Semi-Supervised Learning by Entropy Minimization (2004)
Contents
- Abstract
- Introduction
- Derivation of the Criterion
- Likelihood
- When are Unlabeled Examples Informative?
- Entropy Regularization
0. Abstract
Semi-supervised Learning
- motivate minimum entropy regularization
1. Introduction
Supervised learning
- dataset : \(\mathcal{L}_n=\left\{\mathbf{x}_i, y_i\right\}_{i=1}^n\)
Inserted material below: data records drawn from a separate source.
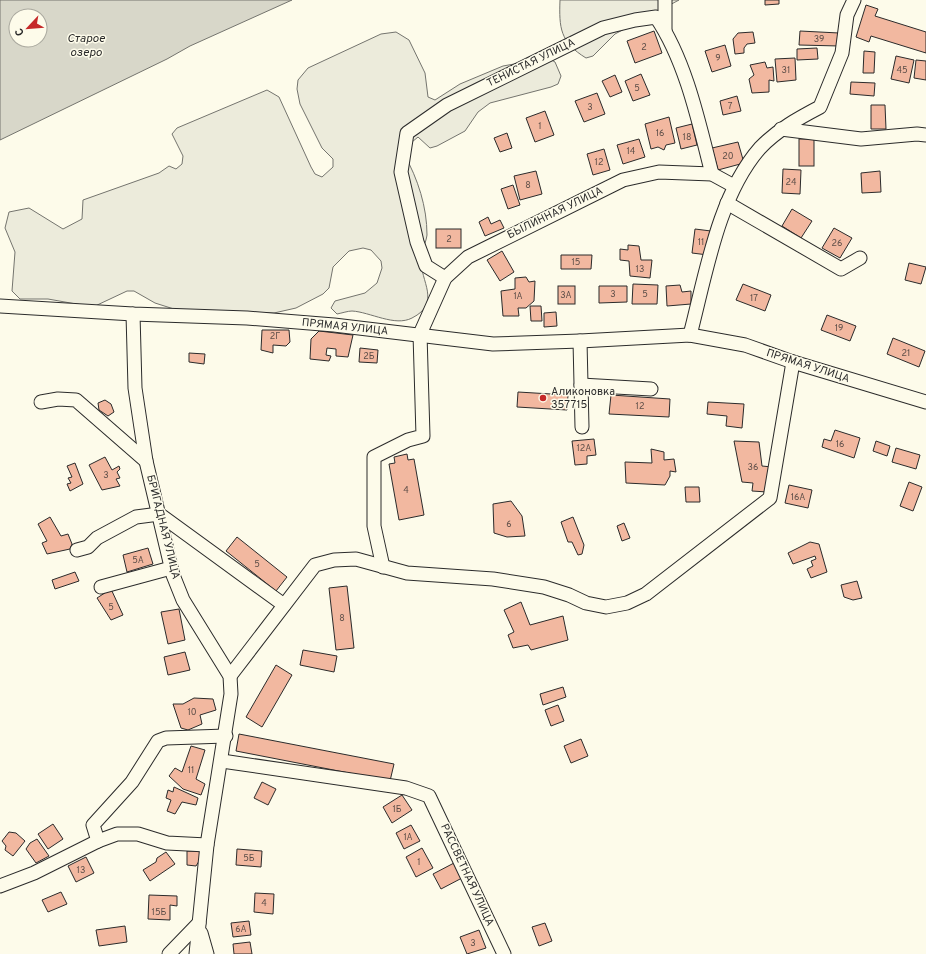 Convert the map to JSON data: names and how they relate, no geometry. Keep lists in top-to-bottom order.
{
  "streets": {
    "street": [
      "ТЕНИСТАЯ УЛИЦА",
      "БЫЛИННАЯ УЛИЦА",
      "ПРЯМАЯ УЛИЦА",
      "БРИГАДНАЯ УЛИЦА",
      "РАССВЕТНАЯ УЛИЦА"
    ]
  },
  "crossings": [
    ["ТЕНИСТАЯ УЛИЦА", "БЫЛИННАЯ УЛИЦА"],
    ["БЫЛИННАЯ УЛИЦА", "ПРЯМАЯ УЛИЦА"],
    ["ПРЯМАЯ УЛИЦА", "БРИГАДНАЯ УЛИЦА"],
    ["БРИГАДНАЯ УЛИЦА", "РАССВЕТНАЯ УЛИЦА"]
  ],
  "water": ["Старое озеро"],
  "places": ["Аликоновка 357715"],
  "house_numbers": [
    "39",
    "2",
    "9",
    "31",
    "45",
    "5",
    "7",
    "3",
    "1",
    "16",
    "18",
    "14",
    "20",
    "12",
    "24",
    "8",
    "2",
    "11",
    "26",
    "15",
    "13",
    "3",
    "5",
    "3А",
    "1А",
    "17",
    "19",
    "2Г",
    "21",
    "2Б",
    "12",
    "16",
    "12А",
    "36",
    "3",
    "4",
    "16А",
    "6",
    "5А",
    "5",
    "5",
    "8",
    "10",
    "11",
    "1Б",
    "1А",
    "5Б",
    "1",
    "13",
    "4",
    "15Б",
    "6А",
    "3"
  ],
  "north": "bottom left"
}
- where \(\mathbf{x}_i \in \mathcal{X}\) & \(y_i \in \Omega=\left\{\omega_1, \ldots, \omega_K\right\}\)
Semi-supervised learning
- \(y_i \in \Omega=\left\{\omega_1, \ldots, \omega_K\right\}\) are limited to a subset of \(\mathcal{L}_n\).
Semi-superviesd learning as missing data problem
\(\rightarrow\) can be addressed by generative models
-
generative models : \(P(X, Y)\)
-
more demanding than discriminative models \(P(Y \mid X)\)
-
more parameters are needed & resulting in more uncertainty
-
Propose an estimation principle applicable to any probabilistic classifier
2. Derivation of the Criterion
(1) Likelihood
dataset : \(\mathcal{L}_n=\left\{\mathbf{x}_i, \mathbf{z}_i\right\}_{i=1}^n\)
- \(\mathbf{z} \in\{0,1\}^K\) : dummy variable representing the actually available labels ( K classes )
- if \(\mathbf{x}_i\) is labeled \(\omega_k\) :
- \[\mathbf{z}_{i k}=1\]
- \(\mathbf{z}_{i \ell}=0\) for \(\ell \neq k\)
- if \(\mathbf{x}_i\) is unlabeled :
- \(\mathbf{z}_{i \ell}=1\) for all \(l\)
- if \(\mathbf{x}_i\) is labeled \(\omega_k\) :
Assumption : MAR (Missing At Random)
-
for all unlabeled examples, \(P\left(\mathbf{z} \mid \mathbf{x}, \omega_k\right)=P\left(\mathbf{z} \mid \mathbf{x}, \omega_{\ell}\right)\), for any \(\left(\omega_k, \omega_{\ell}\right)\) pair
-
it implies that \(P\left(\omega_k \mid \mathbf{x}, \mathbf{z}\right)=\frac{z_k P\left(\omega_k \mid \mathbf{x}\right)}{\sum_{\ell=1}^K z_{\ell} P\left(\omega_{\ell} \mid \mathbf{x}\right)} .\)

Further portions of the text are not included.